Some relationships are more significant than others, and they themselves carry a lot of institutional knowledge:

EDGE_WEIGHTS = {
    "USES_DEVICE": 0.6,
    "FROM_IP_BLOCK": 0.2,
    "NEAR_LOCATION": 0.1,
    "TIED_TO_ACCOUNT": 1.0
}

These are not universal for all institutions to share; they are specific to your traffic pattern and threat model.

Path-Based Scoring

Using NetworkX for illustration:

def compute_confidence(graph, event_node, account_node):
    score = 0.0
    for path in nx.all_simple_paths(
            graph, event_node, account_node, cutoff=3):
        path_score = 1.0
        for u, v in zip(path[:-1], path[1:]):
            path_score *= EDGE_WEIGHTS.get(
                graph[u][v]["type"], 0
            )
        score += path_score
    return score

Several constraints are deliberate:

• Traversal depth is capped
• Only simple paths are considered
• Multiple weak paths can accumulate evidence

Threshold Enforcement

Identity inference stops explicitly:

if confidence_score >= MATCH_THRESHOLD:
    inferred_user_id = account_id
else:
    inferred_user_id = None

Leaving events unmatched is not a failure. It is often the correct outcome when signals conflict.

False Positives vs. False Negatives

Most teams underestimate the cost of false positives. Incorrectly merging two users contaminates analytics, personalization, and compliance workflows. False negatives merely leave data unused.

Thresholds should be biased toward caution unless there is a compelling business case otherwise.

4. Governance and Privacy Enforcement Layer

Governance is not documentation. It is an executable policy.

Key practices include:

• Attribute minimization: store only what is required by matching.
• Tokenization and hashing of raw identifiers.
• Role-based access to sensitive nodes and edges.
• Audit logging for identity rule execution.

Every inferred mapping should be explainable as a set of graph paths and weights. If you cannot explain a match, you should not ship it.

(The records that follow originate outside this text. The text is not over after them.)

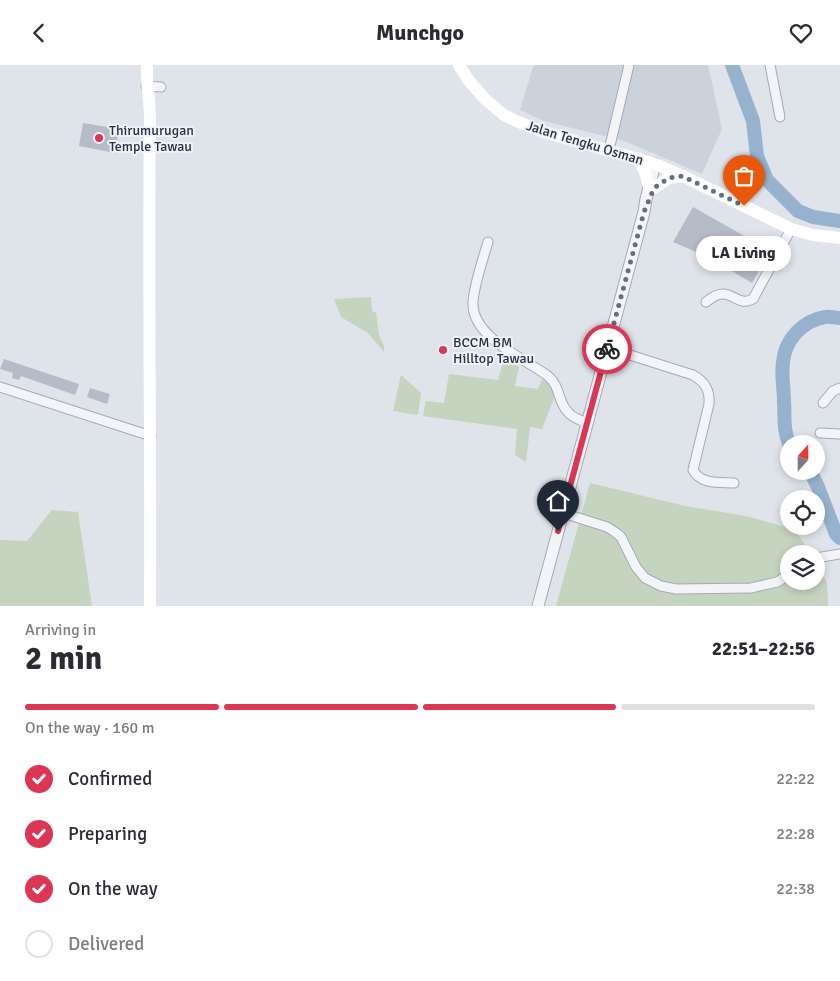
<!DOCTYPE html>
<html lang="en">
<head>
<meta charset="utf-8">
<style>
  body { margin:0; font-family:Signika,sans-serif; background:#f7f7f7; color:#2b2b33; height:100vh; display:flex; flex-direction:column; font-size:19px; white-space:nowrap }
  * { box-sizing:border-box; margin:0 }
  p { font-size:16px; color:#7c7c81 }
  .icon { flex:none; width:28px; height:28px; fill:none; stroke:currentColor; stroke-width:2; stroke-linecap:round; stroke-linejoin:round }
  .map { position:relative; height:541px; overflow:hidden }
  .details { display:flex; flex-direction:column; background:#fff; flex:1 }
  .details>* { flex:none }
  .needle { width:32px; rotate:21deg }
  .fabs { position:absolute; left:780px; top:370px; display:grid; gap:10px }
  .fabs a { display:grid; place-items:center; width:45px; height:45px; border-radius:50%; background:#fff; box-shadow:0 2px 8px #0003; font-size:25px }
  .pin { position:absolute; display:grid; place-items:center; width:42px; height:42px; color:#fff; margin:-51px -21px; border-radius:50% 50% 50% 0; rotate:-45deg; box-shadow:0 0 5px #0007 }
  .pin .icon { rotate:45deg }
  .courier { position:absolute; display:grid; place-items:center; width:50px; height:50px; margin:-25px; border:4px solid #dc3654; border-radius:50%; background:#fff; color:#222; box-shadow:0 1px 6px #0007 }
  .bubble { position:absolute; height:35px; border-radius:18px; background:#fff; box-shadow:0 2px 8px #0003; font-size:16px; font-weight:700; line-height:35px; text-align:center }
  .headline em { font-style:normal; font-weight:700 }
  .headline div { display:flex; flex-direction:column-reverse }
  .headline { display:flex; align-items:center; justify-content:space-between; height:85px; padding:0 25px }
  h1 { font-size:32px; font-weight:700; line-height:38px }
  .bar { display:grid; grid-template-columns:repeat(4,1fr); gap:8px 5px; align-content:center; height:60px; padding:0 25px }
  .bar i { height:6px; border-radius:4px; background:#e1e1e2 }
  .bar .selected { background:#dc3654 }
  .bar p { grid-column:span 4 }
  ol { padding:0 25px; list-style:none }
  li { display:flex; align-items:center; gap:15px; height:55px }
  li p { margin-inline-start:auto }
  li .icon { padding:5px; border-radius:50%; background:#dc3654; color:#fff; stroke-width:4 }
  li:last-child { color:#7c7c81 }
  li i { width:28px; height:28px; border:2px solid #e1e1e2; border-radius:50% }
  header { display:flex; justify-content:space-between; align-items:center; height:65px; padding:0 25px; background:#fff; font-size:22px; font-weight:700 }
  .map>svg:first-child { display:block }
  .built { fill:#ccd2dc }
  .green { fill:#c5d4bf }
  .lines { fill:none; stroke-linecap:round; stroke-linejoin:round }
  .river { stroke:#96b2ce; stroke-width:14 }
  .building { fill:#b5bcc7 }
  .minor-casing { stroke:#a4aab4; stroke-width:11 }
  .tertiary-casing { stroke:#a4aab4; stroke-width:13 }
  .minor { stroke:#f2f4f7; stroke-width:9 }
  .tertiary { stroke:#f2f4f7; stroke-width:11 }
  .secondary { stroke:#fff; stroke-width:12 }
  .done { stroke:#676f7d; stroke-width:5; stroke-dasharray:0 9 }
  .route { stroke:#dc3654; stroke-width:6 }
  .poi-dot { fill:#dc3654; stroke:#eef2f7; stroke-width:2 }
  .labels { text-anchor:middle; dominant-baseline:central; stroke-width:4; stroke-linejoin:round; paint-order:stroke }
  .poi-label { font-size:14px; fill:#263142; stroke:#eef2f7; text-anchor:start }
  .street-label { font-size:14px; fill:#263142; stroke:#eef2f7 }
</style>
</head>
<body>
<header><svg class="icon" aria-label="back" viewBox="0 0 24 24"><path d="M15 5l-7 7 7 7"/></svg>Munchgo<svg class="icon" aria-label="heart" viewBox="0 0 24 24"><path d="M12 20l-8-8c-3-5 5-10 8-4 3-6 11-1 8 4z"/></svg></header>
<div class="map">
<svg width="840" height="541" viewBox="0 0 840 541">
  <rect width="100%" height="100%" fill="#dfe3ea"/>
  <!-- built -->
  <polygon class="built" points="535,0 708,0 722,64 702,109 624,76 544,56 520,45 533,2"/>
  <!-- green -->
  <g class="green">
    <polygon points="371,232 372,246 376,248 379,270 384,281 384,287 368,268 341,252 334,234"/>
    <polygon points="504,294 519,302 515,321 538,324 542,314 548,318 555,331 542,364 530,362 526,397 515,390 517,364 423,351 426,336 444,338 449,309 498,315"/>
    <polygon points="401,310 421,328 418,350 393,346"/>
    <polygon points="590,418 685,441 746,451 796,465 810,489 789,489 789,516 816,516 816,500 827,517 828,541 556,541"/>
    <polygon points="52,445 78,447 92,541 0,541 0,475 27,476"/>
  </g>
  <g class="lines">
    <!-- river -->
    <g class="river">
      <polyline points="732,0 753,56 757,91 767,115 798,146 813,152 840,156"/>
      <path d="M 789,379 C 783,364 785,352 784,336 C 784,324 781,310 783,297 C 785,275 802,256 825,252 C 829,251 835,253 840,253"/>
      <polyline points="810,406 818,422 836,469 840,473"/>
    </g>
  </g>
  <!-- building -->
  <g class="building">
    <polygon points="83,58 119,64 115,88 79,81"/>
    <polygon points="693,142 771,186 752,218 712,194 673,177"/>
    <polygon points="4,294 79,319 75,330 21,311 19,315 12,313 13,308 0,304"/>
    <polygon points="90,323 110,329 107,339 87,332"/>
  </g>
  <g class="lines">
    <defs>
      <g id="minor">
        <polyline points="770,0 780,52"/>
        <polyline points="146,21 161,22"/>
        <polyline points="609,85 629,0"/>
        <path d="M 488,177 C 483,194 474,220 473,237 C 471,272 524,293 548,311 C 561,322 557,336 568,347 C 572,353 581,355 587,358"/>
        <path d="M 706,237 C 731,216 734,244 753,234 L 791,164"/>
        <path d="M 608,283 L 693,310 C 705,317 710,325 709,339 L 693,405 C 701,420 720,417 734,418"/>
        <polyline points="0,322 151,371"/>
        <polyline points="823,338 833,326 840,323"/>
        <polyline points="820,368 840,369"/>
        <polyline points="563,448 607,462 615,467 621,472 636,502 645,513 661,521 676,524 751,523 777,517 789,510"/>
        <polyline points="816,493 840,489"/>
      </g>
      <polyline id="tertiary" points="538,541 644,147 646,134 655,99"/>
    </defs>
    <!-- minor casing -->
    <use href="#minor" class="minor-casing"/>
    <!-- tertiary casing -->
    <use href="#tertiary" class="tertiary-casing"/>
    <!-- minor -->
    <use href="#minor" class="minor"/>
    <!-- tertiary -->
    <use href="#tertiary" class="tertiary"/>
    <!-- secondary -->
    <g class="secondary">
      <path d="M 147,0 C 146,19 150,34 150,53 C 148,215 151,378 150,541"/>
      <polyline points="459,0 469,16 486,35 504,50 516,56 544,67 655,99 683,111 791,164 813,170 840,173"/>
      <polyline points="638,93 645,107 649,122"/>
      <polyline points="654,123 669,113 683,111"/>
    </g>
  </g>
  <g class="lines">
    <!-- done -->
    <polyline class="done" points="607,284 644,147 654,123 669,113 682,111 744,141"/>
    <!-- route -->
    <polyline class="route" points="558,466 607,284"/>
  </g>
  <!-- markers -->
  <g class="poi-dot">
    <circle cx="99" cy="73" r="5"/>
    <circle cx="443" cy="285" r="5"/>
  </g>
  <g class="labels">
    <!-- poi labels -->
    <g class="poi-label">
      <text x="109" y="65">Thirumurugan<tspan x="109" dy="16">Temple Tawau</tspan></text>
      <text x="453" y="277">BCCM BM<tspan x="453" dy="16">Hilltop Tawau</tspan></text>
    </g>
    <!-- street labels -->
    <g class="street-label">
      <text transform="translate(585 78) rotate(17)">Jalan Tengku Osman</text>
    </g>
  </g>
</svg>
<div class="fabs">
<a><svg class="needle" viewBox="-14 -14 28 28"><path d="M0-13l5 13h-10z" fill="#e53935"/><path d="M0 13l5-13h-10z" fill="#7c7c81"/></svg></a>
<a><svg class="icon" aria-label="locate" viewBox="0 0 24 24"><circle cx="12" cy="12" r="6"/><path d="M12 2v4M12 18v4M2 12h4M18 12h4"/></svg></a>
<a><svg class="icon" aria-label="layers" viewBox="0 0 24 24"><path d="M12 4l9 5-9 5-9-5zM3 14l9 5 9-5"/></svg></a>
</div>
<div class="pin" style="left:744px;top:141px;background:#ea580c"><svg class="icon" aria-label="bag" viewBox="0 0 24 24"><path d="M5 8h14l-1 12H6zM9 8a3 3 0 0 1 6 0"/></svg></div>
<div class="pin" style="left:558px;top:466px;background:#1f2937"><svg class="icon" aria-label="home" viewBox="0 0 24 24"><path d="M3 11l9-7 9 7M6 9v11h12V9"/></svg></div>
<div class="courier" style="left:607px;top:284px"><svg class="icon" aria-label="bike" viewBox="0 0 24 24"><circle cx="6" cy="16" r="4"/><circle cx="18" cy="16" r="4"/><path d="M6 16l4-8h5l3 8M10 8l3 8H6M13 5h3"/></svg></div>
<div class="bubble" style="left:696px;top:171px;width:95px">LA Living</div>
</div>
<section class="details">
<div class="headline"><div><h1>2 min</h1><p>Arriving in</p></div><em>22:51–22:56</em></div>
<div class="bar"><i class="selected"></i><i class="selected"></i><i class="selected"></i><i></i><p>On the way · 160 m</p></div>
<ol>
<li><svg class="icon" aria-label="check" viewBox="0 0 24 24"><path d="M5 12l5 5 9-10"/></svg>Confirmed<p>22:22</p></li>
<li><svg class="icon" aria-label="check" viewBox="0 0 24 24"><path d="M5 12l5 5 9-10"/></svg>Preparing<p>22:28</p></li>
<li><svg class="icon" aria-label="check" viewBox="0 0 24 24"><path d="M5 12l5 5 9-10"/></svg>On the way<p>22:38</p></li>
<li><i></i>Delivered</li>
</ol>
</section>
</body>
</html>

5. Operational Integration Layer

The identity graph is only useful if it integrates cleanly with the rest of the stack.

Batch Enrichment

A common pattern is a warehouse-friendly mapping table:

enriched_events = (
    events_df
    .join(identity_map_df, "event_id", "left")
    .select("event_id", "inferred_user_id", "confidence_score")
)

enriched_events.write \
    .mode("overwrite") \
    .saveAsTable("event_identity_enriched")

This keeps analytics reproducible and auditable.

Streaming and Services

“Goes from batch to streaming. Being streamed automatically injects more risk. You need your rules to be stable (or else) and latency aware, you need your wider infrastructure to be observability frugal, and the latter is easy to defer if you start with batch and move to streaming only when other teams are explicitly telling you that you have a latency requirement.

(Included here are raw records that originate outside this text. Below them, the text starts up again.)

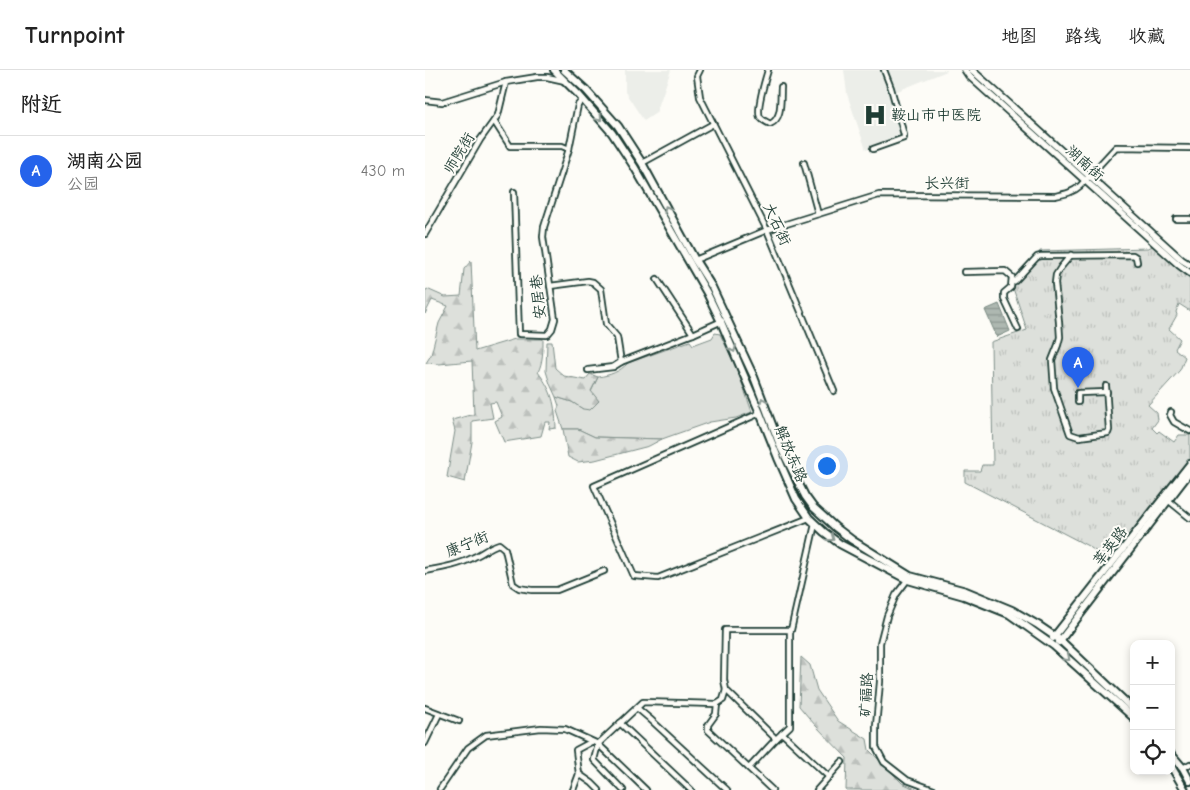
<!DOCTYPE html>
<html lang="zh">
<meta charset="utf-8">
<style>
body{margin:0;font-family:"Comic Neue","LXGW WenKai TC",sans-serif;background:#f2f2f2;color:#222}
.controls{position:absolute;right:15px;bottom:15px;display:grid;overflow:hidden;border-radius:10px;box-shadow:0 2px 8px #0003}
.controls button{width:45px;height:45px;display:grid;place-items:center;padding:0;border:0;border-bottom:1px solid #e0e0e0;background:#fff;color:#222;font:25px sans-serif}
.you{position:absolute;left:401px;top:395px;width:18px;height:18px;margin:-12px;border:4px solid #fff;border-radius:50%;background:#1a73e8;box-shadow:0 0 0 8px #1a73e833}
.badge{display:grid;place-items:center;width:32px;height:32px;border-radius:50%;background:#2563eb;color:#fff;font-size:16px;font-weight:700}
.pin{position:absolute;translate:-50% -41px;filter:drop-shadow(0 1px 2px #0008)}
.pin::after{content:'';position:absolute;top:26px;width:18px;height:15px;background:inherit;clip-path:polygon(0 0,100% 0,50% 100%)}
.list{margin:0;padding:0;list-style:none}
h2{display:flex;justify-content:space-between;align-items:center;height:65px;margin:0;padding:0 20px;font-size:21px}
h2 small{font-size:16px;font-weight:400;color:#767676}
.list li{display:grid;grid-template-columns:32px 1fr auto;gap:15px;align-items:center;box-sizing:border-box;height:70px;padding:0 20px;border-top:1px solid #e0e0e0}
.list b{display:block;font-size:19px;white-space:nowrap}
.list p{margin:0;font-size:16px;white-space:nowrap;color:#767676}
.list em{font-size:16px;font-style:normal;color:#767676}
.icon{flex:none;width:28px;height:28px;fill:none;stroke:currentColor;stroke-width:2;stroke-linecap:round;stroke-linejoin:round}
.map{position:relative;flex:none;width:765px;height:720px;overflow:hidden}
header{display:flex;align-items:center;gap:30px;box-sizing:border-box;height:70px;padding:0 25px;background:#fff;border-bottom:1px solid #e0e0e0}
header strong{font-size:24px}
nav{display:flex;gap:28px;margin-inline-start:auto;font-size:18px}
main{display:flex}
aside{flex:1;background:#fff}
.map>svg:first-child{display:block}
.built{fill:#eceee9}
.green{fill:#dde0db;stroke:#7e8e88}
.forest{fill:url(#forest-firs);stroke:#7e8e88}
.park{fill:url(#park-tufts);stroke:#7e8e88}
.water{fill:url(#water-rules);stroke:#75877f}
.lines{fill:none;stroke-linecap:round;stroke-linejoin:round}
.minor-casing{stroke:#1f3d34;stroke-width:8}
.secondary-casing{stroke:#1f3d34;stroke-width:9}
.primary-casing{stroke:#1f3d34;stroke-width:10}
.minor{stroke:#fdfcf7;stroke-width:4.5}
.secondary{stroke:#fdfcf7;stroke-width:5.5}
.primary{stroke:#fdfcf7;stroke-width:6}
.oneway{stroke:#8e9c96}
.labels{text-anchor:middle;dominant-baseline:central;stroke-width:4;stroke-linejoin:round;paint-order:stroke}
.poi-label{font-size:15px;fill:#1f3d34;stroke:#fdfcf7;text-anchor:start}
.street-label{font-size:15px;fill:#1f3d34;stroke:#fdfcf7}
</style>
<header>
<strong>Turnpoint</strong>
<nav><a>地图</a><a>路线</a><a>收藏</a></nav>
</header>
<main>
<aside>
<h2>附近<small></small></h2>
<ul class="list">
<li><span class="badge">A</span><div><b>湖南公园</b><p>公园</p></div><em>430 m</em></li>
</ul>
</aside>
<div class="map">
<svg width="765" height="720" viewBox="0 0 765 720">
<defs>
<pattern id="forest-firs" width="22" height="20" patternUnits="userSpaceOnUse" patternTransform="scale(1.25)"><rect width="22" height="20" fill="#dde0db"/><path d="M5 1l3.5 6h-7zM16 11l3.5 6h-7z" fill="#bdc1bd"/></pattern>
<pattern id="park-tufts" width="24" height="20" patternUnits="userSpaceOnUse" patternTransform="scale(1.25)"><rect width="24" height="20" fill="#dde0db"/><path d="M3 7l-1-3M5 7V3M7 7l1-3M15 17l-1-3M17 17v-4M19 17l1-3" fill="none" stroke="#bdc1bd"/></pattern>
<pattern id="water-rules" width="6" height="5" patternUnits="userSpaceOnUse" patternTransform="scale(1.25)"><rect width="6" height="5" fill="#aeb8b1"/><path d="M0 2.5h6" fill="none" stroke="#8d9791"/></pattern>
</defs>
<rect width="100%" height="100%" fill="#fdfcf7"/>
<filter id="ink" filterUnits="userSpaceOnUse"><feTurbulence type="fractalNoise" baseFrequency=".02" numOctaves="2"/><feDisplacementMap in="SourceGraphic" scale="10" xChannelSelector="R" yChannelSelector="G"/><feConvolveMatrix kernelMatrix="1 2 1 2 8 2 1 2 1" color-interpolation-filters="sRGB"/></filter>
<g filter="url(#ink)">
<g class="built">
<polygon points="200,0 246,0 231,43 219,51 200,22"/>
<polygon points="419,0 522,0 522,1 465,24 478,66 441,80 422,24"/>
</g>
<path class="green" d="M290 263 295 264 312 299 327 342 311 348 285 352 237 369 170 367 153 359H138L132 341 134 336 131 327 147 332 158 339 173 307C186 305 194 302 203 293L265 271 268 275 287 268Z"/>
<g class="forest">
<path d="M46 191 50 281 90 269H118C118 280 118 292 113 302 128 322 130 334 131 358L124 359 125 352H120L116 366 79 372 70 351 77 347 71 332 65 333 68 348 47 351V372L40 412 22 407 30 361 27 350 49 344 47 291 14 294 1 293 6 285 14 253 23 236 7 230 0 244V222L2 219 20 227 36 226 39 199Z"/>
<polygon points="122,272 127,272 130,298 139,306 160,310 165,304 173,307 166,321 174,331 165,340 158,339 147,332 131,327 125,314 121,301"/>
<polygon points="138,359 153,359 170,367 237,369 224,376 170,390 153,392 143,387"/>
<polygon points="376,587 385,595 392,620 413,651 442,669 444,680 477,713 493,720 421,720 422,688 390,655 374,636"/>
</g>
<polygon class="park" points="728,176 765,208 765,241 754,234 751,242 752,245 744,259 755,269 750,279 760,287 755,300 723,335 732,343 733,350 727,358 732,363 734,361 749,372 754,365 765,365 765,390 684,490 663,476 540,412 540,401 555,401 557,395 568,395 566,272 602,260 587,215 590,214 608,196 615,181 723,178"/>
<polygon class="water" points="574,234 585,261 572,267 560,240"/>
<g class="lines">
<defs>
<g id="minor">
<polyline points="275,0 272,6 275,27 342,160 409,321"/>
<path d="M343 0C340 10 331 39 335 47 338 51 342 52 345 54 358 49 355 29 356 17"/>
<polyline points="0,30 17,32 81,12 112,7 122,7 140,11"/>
<polyline points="69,51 85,76 137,76 144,79"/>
<polyline points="448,79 479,68 479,65 466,18 459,0"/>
<polyline points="217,93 288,54"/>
<polyline points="379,93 393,144"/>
<polyline points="89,122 94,264 122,265 127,259 130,249 118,167 119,157 144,79 153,35 158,29"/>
<polyline points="751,149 765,149"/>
<polyline points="0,164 55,70 73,45 81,12"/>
<polyline points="646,185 636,197 631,205 630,213 634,252 635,267 633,275 627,290 629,318 645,364 654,367 683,363 684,360 681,316"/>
<path d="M270 190 342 160 454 125 630 126C640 124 647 123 655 116L691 77 765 78"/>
<polyline points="539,202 580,201 587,207 586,217 579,223 579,229 593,259"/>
<polyline points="232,209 268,264"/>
<polyline points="587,212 590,211 612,187 616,186 708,185 711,187 712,192"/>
<polyline points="125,216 163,211 168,212 176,219 181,254 192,267 196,292"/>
<polyline points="163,300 188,297 196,292 268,264 297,251"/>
<polyline points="653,332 653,323 682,322"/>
<polyline points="746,342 745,345 749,352 765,361"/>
<polyline points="335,343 169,416 209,506 233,508 384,448"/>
<polyline points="743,430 765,448"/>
<path d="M0 501C16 498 35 495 49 487 58 483 64 477 74 474L80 479 88 514 94 518 107 520H132L179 501"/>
<polyline points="483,509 471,525 462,546 455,573 455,612 451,656 451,677 459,692 482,710 509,720"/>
<polyline points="366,560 300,560 299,610 301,620 351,669 365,656 365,563 366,560 390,454"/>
<polyline points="292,634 291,644 283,655 283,660 347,720"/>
<polyline points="0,638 34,651"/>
<polyline points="212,638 225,649 302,720"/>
<polyline points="195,653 266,720"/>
<polyline points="357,663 404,707"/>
<polyline points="0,673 14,644"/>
<polyline points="173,674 221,720"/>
<polyline points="173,674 169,690 198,720"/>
<polyline points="324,698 351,669"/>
<polyline points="758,698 765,694"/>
<polyline points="154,704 167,713 174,720"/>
<polyline points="15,719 43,678 61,665 116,658 140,659 173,674 218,632 292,634 298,630 301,620"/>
<polyline points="148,720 154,704 151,680 166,672"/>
<polyline points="392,720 417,692"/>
</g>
<g id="secondary">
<polyline points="540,0 544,6 754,195 765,203"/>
<polyline points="547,0 757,190 765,195"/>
</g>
<g id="primary">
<polyline points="129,0 153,24 187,63 210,98 282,223 296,252 335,343 353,388 371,429 384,448 399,462 415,474 483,510 539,526 584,544 629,576 709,648"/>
<polyline points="139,0 161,20 193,56 217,93 270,190 287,217 329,307 356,378 380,426 388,437 410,457 427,470 485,506 541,521 587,540 613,555 635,570 709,640"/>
<polyline points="628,568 765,394"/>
<polyline points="634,572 765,402"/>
<polyline points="746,684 758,698 765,711"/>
<polyline points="746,696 760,720"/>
</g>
</defs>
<use href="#minor" class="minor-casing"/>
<use href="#secondary" class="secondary-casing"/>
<use href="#primary" class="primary-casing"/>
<use href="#minor" class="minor"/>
<use href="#secondary" class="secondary"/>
<use href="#primary" class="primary"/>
</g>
<defs><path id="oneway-chevron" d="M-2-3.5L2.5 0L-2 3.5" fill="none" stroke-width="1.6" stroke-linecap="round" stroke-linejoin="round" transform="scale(1.25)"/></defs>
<g class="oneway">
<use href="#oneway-chevron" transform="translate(174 48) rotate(49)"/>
<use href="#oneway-chevron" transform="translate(242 139) rotate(-119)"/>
<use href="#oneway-chevron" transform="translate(308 279) rotate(67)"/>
<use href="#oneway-chevron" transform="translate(338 331) rotate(-112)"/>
<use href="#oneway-chevron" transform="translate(406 468) rotate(37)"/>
<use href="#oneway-chevron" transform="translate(642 588) rotate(42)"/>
</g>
</g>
<defs>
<symbol id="hospital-bare" viewBox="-9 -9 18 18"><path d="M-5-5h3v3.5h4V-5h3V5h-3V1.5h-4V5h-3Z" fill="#1f3d34" stroke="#fdfcf7" stroke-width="2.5" paint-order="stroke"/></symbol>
</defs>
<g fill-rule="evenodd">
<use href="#hospital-bare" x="434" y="29" width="32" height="32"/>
</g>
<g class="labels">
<g class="poi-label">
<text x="466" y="45">鞍山市中医院</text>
</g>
<g class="street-label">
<text transform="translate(34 83) rotate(-59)">师院街</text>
<text transform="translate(660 93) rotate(42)">湖南街</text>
<text x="522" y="113">长兴街</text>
<text transform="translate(352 154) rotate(65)">大石街</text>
<text transform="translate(113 227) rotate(-96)">安居巷</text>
<text transform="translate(366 384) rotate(67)">解放东路</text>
<text transform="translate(42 474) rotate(-22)">康宁街</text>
<text transform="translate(685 476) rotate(-52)">莘英路</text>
<text transform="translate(441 625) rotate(-87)">矿福路</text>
</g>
</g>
</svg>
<div class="controls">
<button>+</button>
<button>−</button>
<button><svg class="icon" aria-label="locate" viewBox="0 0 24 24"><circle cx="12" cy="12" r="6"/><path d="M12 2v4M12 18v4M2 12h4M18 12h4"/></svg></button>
</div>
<div class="you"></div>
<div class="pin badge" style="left:653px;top:318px">A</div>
</div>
</main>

Failure Modes and Operational Guardrails

Identity systems fail silently  — how do we surface that they are failing as early as possible?

• limit traversal depth
• version matching rules explicitly
• backtest threshold changes
• sample matches for human review
• maintain rollback paths for rule updates

And remind your team that this is like a production dependency, not an experiment.

Conclusion

Our identity resolution system is not discovering the secret holy grail of “true user” or doing any of that nonsense. It is about constructing a defensible approximation that a downstream system can reason about and that an auditor can dig into.

Where we trace a user is explicit to the user, relationship scoring is explicit to the data engineer, and where our governance must be enforced as a result is also explicit to the governance staff. And when layered, with clear stop points, it is part of our data platform, not a fragile bag of joins.

For the engineering owner of a fragmented clickstream, that change in framing is most of the value.